I use a loose quill lock for center drilling, since my quill nods up a bit when tightening.
12x industrial, work in tool steels, work involves high precision in low volume aka prototypes only.
Mostly use medium/large size center drills, these never break.
The smallest/r ones have broken, maybe 4 in 2000 hours of use and 200 center drilled holes, as a guesstimate.
Holes tend to be 5 mm - 12 mm, upto 12 mm drilled and 50 mm bored.
Drills are not initially on center because the quill is not perfect, and neither is the (good industrial Rohm) drill chuck.

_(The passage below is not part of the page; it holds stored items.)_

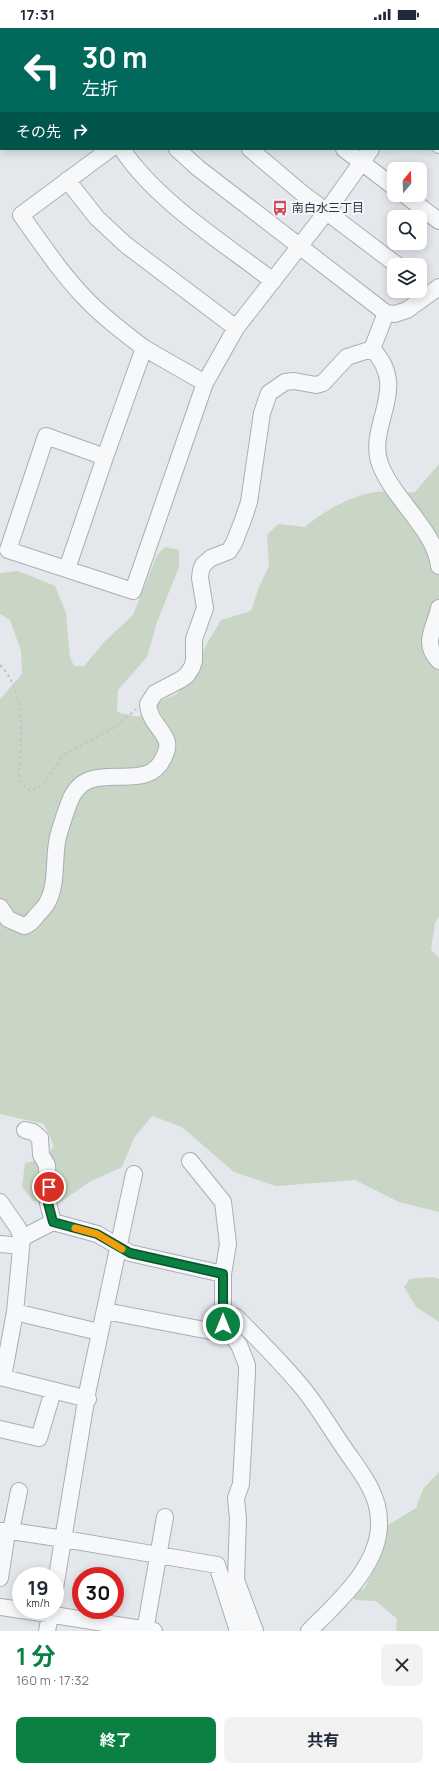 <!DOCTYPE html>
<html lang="ja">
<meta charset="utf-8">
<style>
body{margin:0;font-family:Manrope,"Noto Sans JP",sans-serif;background:#f2f2f3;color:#1f2937;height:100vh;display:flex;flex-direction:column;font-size:15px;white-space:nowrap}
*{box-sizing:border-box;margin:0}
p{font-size:13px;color:#747a83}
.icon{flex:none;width:22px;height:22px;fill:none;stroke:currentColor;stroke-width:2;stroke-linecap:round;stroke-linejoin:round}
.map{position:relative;height:1603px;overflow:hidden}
.panel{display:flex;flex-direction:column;background:#fff;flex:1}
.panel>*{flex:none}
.top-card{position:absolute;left:0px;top:0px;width:439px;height:122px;box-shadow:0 2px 10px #0003;background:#00695c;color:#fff;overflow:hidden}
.needle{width:26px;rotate:19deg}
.tools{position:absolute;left:387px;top:134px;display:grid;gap:8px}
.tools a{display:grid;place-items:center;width:40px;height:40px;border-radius:8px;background:#fff;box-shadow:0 2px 10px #0003;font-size:20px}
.speed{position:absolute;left:12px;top:1539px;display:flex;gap:8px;font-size:20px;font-weight:700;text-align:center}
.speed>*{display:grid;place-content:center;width:52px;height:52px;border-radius:50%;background:#fff;box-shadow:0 2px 10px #0003;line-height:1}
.speed small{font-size:10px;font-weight:400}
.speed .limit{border:6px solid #d22;background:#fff;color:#111}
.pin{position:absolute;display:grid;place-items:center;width:34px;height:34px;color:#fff;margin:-17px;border:2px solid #fff;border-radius:50%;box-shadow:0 1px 4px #0007}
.me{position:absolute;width:44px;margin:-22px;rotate:0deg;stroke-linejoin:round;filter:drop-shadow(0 0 3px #0008)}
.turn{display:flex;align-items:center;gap:14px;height:84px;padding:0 16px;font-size:18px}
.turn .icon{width:52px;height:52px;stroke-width:2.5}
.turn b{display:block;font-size:28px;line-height:34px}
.then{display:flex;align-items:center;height:38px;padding:0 16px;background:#0003;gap:8px;font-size:15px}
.round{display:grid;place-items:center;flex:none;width:42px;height:42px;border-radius:8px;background:#f2f2f3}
.headline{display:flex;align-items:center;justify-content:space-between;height:68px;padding:0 16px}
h1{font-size:24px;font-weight:700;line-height:30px;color:#0b8043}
.cta{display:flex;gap:8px;margin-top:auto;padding:8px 16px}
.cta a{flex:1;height:46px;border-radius:8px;background:#0b8043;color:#fff;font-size:16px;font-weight:700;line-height:46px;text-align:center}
.cta a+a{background:#f2f2f3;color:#1f2937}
.status{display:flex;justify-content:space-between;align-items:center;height:28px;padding:0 20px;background:#fff;direction:ltr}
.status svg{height:11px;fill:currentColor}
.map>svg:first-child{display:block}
.green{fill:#c9d6c5}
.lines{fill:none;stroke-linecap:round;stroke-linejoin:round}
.minor-casing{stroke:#a9aeb7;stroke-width:18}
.path{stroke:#c2c5cb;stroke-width:2;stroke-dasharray:3 3;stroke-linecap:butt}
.minor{stroke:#f7f8fa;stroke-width:16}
.route-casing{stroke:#07532c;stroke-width:10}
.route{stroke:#0b8043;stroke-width:7}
.slow{stroke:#f59e0b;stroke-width:7}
.labels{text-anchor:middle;stroke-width:4;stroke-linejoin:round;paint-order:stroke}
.poi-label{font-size:12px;fill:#2b3445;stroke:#f4f6f9;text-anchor:start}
</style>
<div class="status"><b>17:31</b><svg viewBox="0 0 49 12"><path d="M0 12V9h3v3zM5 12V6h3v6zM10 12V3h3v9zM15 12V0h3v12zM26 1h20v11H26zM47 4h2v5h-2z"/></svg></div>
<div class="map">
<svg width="439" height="1603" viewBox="0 0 439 1603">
<rect width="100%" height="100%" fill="#e4e7ec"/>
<path class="green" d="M 439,436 L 439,889 L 435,895 L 431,922 L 439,930 L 439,1184 L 399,1174 L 355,1152 L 276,1158 L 234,1144 L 182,1099 L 152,1088 L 134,1110 L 122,1139 L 91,1153 L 59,1175 L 33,1173 L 22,1159 L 25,1135 L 45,1131 L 54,1118 L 44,1096 L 0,1086 L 0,671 L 22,646 L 21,623 L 10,592 L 0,586 L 0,545 L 18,543 L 55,558 L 66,585 L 70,629 L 74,638 L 84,638 L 106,612 L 133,587 L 157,527 L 165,519 L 179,522 L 179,539 L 157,594 L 147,629 L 118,662 L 117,684 L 138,689 L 160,673 L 177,666 L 196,639 L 205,619 L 221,592 L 251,583 L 259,559 L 269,538 L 267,507 L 278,496 L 305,499 C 324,483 350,468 375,464 C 389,462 402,466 415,464 Z
M 433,1249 L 439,1251 L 439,1294 L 416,1279 L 404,1259 L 410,1251 Z
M 439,1444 L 439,1603 L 396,1603 L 397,1591 L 376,1573 L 355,1572 L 351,1565 L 364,1561 L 377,1537 L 388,1497 L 416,1480 L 423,1461 Z"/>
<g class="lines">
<g class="minor-casing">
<path id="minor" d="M 2,0 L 3,1
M 109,0 L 110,1
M 162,0 L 163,1
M 391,0 L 392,1
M 222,1 L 223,0
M 290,1 L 291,0
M 438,36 L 439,37
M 438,116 L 439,117
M 110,121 L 21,187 C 41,215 61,245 85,270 C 103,289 123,304 144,320
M 122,121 C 156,173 224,215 273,253
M 177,121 L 198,140 L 386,285 L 395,286 L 407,282 L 439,259
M 250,121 L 303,166 L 397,237
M 344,121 L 394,159
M 67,152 L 97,190 L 126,217 L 236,300
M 405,167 L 439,193
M 386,285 L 372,321 C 411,361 366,396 380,436 C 393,471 435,502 439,538
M 105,429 L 144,320 L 205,355
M 67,541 L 105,429 L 46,408 L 8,522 L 133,563 L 205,355 L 236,300 L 327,183 L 371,121
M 439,580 C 435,601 421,614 439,633
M 0,879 L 8,891 L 24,898 C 31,896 33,892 37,887 C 41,883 45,879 47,875 C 58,856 53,830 58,809 C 61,798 65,786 69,775 C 87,724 146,771 164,729 C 166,725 168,719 167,714 C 163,701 149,693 148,676 L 155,665 L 180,652 L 187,647 L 192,639 L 194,633 L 194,611 L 205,580 L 200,550 L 201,542 L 203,537 L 211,530 L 229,523 L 234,515 L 243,492 L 249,474 L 262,385 L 269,365 L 285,354 L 294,353 L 316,357 L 323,355 L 347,329 L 372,321
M 25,1102 L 33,1104 L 40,1110 L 41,1127 L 47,1137 L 48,1175 L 53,1194
M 190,1133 L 223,1174 L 228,1216 L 223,1246 L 223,1296 L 239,1317 L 247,1337 L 247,1345 L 241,1456 L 236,1470 L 238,1491 L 236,1552 L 255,1603
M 0,1174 L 18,1200 L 22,1210
M 0,1216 L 21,1218
M 105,1283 L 231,1307
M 15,1284 L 99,1304
M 223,1296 L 236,1289 C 258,1311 281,1334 301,1358 C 317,1377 330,1400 344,1420 C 359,1442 379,1465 379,1493 C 381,1537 337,1575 309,1603
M 0,1349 L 88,1371
M 3,1349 L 15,1284 L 22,1210 L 53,1194 L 97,1206 L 130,1225 L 223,1246
M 0,1401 L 39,1410 L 53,1363
M 0,1503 L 11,1503 L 64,1511 L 217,1537 L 238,1603
M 11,1503 L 19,1463
M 0,1550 L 7,1504
M 55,1560 L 88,1361 L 134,1146
M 0,1579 L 21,1582
M 22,1582 L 154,1603
M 47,1603 L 51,1582
M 145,1603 L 165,1489"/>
</g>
<path class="path" d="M 0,637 C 27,664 21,712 19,747 C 21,755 23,759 31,763 L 38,760 L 46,753 L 63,727 L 115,699 L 136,681"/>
<use href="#minor" class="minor"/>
</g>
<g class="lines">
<g class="route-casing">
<path id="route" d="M 49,1159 L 48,1175 L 53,1194 L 97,1206 L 130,1225 L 223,1246 L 223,1296"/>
</g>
<use href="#route" class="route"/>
<path class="slow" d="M 75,1200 L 97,1206 L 122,1221"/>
</g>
<defs>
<g id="bus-bare" transform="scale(1.2)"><path d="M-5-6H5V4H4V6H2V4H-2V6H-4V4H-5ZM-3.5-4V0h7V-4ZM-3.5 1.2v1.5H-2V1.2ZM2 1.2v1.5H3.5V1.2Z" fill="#d1495b" stroke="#f4f6f9" stroke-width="2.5" paint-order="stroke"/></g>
</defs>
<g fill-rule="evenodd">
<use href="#bus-bare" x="280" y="180"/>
</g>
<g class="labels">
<g class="poi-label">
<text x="292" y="184">南白水三丁目</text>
</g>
</g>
</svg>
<div class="tools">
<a><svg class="needle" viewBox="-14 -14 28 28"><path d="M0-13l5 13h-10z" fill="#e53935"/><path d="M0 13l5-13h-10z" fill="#747a83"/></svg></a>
<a><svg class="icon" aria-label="search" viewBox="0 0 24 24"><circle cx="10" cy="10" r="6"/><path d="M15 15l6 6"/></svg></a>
<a><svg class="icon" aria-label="layers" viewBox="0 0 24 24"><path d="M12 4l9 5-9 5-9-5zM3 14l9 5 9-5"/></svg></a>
</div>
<div class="speed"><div>19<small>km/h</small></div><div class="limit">30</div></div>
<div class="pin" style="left:49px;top:1159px;background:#d93025"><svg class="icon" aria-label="arrive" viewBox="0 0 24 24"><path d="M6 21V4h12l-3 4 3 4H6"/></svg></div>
<svg class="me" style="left:223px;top:1296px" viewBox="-20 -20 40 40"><circle r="17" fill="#0b8043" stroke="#fff" stroke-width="3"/><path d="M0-11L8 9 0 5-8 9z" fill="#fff"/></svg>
<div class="top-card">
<div class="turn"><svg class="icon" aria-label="left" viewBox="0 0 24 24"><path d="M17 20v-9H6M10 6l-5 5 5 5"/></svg><div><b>30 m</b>左折</div></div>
<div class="then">その先<svg class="icon" aria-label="right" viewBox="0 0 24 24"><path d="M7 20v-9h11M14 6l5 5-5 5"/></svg></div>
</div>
</div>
<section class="panel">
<div class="headline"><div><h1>1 分</h1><p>160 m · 17:32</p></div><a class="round"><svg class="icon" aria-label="close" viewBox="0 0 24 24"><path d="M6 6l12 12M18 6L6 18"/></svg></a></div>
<div class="cta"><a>終了</a><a>共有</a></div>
</section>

But they follow the center drilled hole and make excellent fairly on-size holes, in tool steel.
To about 0.02 - 0.04 mm in D, and pretty good in cylindricity.
Very good in straightness.
A 6 mm hole drilled 120 mm deep, from 2 ends ..
304 SS, about 16 mm D,
the 2 ends when drilled 6 mm D had perfectly concentric bores, and the resulting bore in the tube looked perfect.
As gun-stuff guys know, any error in a small-long bore will be very visible against a light.
For holes smaller than 2mm, or 3mm, that need to be true and on center I would use mounted tools on the cross-slide, gang tools in my case, or toolpost mounted tools in a collet.
and if using a center drill for spotting, its a good idea to only make a dimple with the 118° tip.